In his address, Archbishop Gallagher said that "the extreme inequality that has emerged in recent decades is underpinned by an individualistic ideology that has abandoned the notion of the common good in a common home with common horizons."

"Investment and prosperity have been delinked from notions of a social contract and a commitment to a caring society; rather, today they are perceived merely from the perspective of sources of profit," he said.

"A new ethics of the common good" is needed to guide policymaking so measures will be "capable of both tackling the structural inequalities behind our deeply divided and increasingly fragile world and unleashing the spirit of human ingenuity and creativity, which is urgently needed to build back better from the devastation of the COVID-19 pandemic," he said.

More specifically, he said, there need to be new policies and changes in regulations in a number of areas.

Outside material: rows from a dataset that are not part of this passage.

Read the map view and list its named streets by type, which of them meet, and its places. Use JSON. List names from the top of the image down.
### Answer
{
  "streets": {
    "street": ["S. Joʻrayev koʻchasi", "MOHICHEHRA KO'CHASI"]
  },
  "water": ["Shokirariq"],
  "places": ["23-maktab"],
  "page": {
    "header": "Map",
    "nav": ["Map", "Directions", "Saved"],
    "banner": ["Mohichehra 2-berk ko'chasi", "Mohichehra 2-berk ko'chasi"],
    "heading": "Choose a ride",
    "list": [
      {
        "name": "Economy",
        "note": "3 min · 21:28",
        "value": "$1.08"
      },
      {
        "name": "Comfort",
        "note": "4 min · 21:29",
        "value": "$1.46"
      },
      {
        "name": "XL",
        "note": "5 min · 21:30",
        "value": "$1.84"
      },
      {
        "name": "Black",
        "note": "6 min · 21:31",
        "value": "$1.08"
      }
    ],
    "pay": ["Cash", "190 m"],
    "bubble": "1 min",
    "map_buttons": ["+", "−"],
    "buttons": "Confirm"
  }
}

"First, fighting rampant inequality cannot be achieved without fiscal redistribution and increasing the progressiveness of income taxation schedules," he said, referring to fiscal and monetary policies that would redistribute income or benefits and to increasing tax rates as one's taxable income increases.

There needs to be "adequate enforcement of corporate taxation, especially multinational enterprises," he said, since "better taxation can redistribute a portion of the rents accruing to big corporations and help build up tax bases, especially in developing countries."

Structural problems also need to be fixed, such as "the persistent productivity gap between small and medium enterprises and large firms, which is an important driver of the observed rise in inequality, including wage inequality," the archbishop said.

Inequalities in health care and access to medications and vaccines may lead to "significant repercussions in the future and dangerous risks for systemic resilience," he said.

The archbishop also called for a waiver on World Trade Organization intellectual property rules so all countries could have "adequate and rapid access to vaccines, diagnostics and treatments," especially for COVID-19.

"It is now time to recover the notion of interdependence and to rebuild multilateralism around the ideals of social justice and mutual responsibility among and within nations," Archbishop Gallagher said.

"Only in this way can we hope to calibrate the global economy toward a 21st-century vision of stability, shared prosperity and environmental sustainability, and ensure a resilient and prosperous future for all," he said.